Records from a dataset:
::::

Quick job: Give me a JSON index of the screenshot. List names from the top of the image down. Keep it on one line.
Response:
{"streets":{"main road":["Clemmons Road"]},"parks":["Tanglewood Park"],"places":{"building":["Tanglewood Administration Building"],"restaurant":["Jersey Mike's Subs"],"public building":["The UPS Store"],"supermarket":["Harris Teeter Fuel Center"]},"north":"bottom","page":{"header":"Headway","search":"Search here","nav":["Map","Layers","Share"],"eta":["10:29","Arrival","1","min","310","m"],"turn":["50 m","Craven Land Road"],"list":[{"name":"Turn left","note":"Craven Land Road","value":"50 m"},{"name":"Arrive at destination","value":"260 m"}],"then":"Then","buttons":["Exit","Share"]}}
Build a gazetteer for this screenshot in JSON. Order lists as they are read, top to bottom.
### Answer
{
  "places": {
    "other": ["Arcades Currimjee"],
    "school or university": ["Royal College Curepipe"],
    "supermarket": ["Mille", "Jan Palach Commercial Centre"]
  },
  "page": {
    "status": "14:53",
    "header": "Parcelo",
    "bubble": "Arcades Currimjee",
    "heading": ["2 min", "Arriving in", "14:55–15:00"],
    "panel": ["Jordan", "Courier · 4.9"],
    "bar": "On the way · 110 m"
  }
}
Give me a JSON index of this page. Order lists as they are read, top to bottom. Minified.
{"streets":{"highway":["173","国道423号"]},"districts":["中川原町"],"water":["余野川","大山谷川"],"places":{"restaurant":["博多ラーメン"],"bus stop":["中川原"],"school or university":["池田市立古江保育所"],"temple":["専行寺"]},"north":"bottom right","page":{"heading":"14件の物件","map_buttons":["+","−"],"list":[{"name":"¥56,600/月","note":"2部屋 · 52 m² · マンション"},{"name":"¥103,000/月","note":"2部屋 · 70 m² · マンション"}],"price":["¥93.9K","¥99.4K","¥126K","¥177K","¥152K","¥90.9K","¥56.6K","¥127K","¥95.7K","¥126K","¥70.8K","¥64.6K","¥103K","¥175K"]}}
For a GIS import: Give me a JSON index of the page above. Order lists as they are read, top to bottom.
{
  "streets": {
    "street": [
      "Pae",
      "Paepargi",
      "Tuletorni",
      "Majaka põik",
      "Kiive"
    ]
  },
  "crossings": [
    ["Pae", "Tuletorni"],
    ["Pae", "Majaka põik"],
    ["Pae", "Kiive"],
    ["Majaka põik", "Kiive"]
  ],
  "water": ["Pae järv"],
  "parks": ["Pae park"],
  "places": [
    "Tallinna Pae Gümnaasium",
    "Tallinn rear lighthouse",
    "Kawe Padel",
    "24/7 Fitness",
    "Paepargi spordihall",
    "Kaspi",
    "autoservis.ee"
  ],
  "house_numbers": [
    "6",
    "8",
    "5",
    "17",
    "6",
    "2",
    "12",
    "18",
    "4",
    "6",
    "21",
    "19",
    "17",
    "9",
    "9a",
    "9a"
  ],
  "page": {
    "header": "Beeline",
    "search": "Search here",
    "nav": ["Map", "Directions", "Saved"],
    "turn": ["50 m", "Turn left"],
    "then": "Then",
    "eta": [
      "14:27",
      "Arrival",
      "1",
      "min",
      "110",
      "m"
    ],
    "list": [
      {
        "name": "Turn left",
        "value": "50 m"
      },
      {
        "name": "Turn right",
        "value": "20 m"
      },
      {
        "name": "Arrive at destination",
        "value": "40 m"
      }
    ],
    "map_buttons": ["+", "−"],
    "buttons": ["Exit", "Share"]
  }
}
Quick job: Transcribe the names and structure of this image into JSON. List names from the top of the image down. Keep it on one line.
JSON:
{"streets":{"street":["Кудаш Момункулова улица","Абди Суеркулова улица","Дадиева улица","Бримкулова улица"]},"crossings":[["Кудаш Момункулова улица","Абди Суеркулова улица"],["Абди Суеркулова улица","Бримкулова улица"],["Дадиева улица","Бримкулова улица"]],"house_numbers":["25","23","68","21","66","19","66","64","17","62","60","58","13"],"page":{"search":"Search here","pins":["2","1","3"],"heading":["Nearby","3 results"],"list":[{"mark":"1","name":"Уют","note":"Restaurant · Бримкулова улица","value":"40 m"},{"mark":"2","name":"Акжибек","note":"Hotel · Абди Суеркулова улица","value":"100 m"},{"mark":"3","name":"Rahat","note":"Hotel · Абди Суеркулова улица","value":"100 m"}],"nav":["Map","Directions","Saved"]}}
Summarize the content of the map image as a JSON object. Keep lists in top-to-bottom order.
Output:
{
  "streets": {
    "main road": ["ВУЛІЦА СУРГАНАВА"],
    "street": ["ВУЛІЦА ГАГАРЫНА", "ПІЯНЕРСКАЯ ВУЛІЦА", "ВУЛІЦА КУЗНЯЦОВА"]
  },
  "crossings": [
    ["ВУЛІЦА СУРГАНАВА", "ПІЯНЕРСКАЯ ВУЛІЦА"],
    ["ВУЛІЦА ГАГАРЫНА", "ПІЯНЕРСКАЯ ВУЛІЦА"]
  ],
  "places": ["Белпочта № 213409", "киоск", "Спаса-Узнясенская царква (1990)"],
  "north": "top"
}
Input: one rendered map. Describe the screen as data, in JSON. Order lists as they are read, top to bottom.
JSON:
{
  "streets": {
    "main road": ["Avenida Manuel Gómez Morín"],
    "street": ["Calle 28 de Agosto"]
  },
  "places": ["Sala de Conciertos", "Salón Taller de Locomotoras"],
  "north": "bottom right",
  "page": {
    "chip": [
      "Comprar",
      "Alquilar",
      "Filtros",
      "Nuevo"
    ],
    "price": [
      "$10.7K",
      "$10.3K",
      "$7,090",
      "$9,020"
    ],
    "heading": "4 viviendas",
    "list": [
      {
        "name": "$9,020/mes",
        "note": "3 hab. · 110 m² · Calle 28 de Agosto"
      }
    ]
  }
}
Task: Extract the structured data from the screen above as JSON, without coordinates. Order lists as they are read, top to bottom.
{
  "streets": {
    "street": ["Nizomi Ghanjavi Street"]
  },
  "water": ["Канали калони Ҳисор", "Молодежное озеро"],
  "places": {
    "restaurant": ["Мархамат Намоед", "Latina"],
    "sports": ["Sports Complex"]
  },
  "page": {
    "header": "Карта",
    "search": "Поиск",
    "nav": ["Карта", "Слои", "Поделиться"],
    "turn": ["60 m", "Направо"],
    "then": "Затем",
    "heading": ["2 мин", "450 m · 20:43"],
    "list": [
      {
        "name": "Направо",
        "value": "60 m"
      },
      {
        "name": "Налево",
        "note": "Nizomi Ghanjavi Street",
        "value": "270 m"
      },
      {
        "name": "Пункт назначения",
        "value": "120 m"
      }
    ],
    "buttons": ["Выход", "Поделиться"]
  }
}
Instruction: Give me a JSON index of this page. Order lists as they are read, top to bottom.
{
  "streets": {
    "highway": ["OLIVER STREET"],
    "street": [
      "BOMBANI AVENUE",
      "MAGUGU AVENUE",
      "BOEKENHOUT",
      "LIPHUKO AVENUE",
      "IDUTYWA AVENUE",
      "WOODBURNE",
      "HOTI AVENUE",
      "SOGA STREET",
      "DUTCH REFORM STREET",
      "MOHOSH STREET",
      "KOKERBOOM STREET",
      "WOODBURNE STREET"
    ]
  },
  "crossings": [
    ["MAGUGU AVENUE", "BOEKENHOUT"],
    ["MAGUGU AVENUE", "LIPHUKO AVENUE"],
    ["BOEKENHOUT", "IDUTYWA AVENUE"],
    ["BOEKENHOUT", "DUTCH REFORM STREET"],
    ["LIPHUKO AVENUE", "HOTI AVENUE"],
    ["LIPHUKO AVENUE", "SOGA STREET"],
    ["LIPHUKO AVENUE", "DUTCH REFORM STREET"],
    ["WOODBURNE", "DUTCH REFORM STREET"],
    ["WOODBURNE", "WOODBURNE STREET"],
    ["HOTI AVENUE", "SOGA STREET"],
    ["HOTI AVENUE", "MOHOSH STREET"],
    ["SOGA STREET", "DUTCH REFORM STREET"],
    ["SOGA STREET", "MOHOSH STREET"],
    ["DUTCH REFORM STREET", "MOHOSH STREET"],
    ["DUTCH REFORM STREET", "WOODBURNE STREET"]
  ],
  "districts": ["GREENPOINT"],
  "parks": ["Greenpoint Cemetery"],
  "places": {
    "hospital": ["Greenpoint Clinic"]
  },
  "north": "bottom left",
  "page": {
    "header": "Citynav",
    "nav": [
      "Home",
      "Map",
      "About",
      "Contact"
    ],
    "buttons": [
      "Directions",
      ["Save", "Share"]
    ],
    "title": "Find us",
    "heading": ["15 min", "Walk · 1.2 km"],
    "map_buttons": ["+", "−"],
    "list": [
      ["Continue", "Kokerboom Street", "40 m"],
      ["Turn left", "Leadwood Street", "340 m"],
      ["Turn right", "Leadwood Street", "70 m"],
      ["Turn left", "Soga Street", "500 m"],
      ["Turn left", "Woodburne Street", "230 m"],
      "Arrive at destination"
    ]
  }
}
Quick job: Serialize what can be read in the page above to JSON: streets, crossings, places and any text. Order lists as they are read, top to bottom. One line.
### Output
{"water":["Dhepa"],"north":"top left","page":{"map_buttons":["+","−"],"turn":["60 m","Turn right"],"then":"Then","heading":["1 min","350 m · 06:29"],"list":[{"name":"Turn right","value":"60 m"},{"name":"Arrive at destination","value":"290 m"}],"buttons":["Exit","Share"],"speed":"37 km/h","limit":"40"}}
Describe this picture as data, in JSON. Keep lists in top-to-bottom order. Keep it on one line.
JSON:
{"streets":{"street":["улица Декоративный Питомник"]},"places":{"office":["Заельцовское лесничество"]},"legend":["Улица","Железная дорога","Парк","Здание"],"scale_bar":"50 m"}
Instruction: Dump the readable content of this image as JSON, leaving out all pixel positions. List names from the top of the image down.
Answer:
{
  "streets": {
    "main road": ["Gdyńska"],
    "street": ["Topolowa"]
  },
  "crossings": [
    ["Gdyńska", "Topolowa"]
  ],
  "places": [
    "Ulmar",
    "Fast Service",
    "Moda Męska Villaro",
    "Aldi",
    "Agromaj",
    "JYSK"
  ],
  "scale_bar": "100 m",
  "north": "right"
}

::::

**Required work:** Using the entries above, count the lines that have the string "content" in them. Answer with that number only.

**Response for this exercise:** 2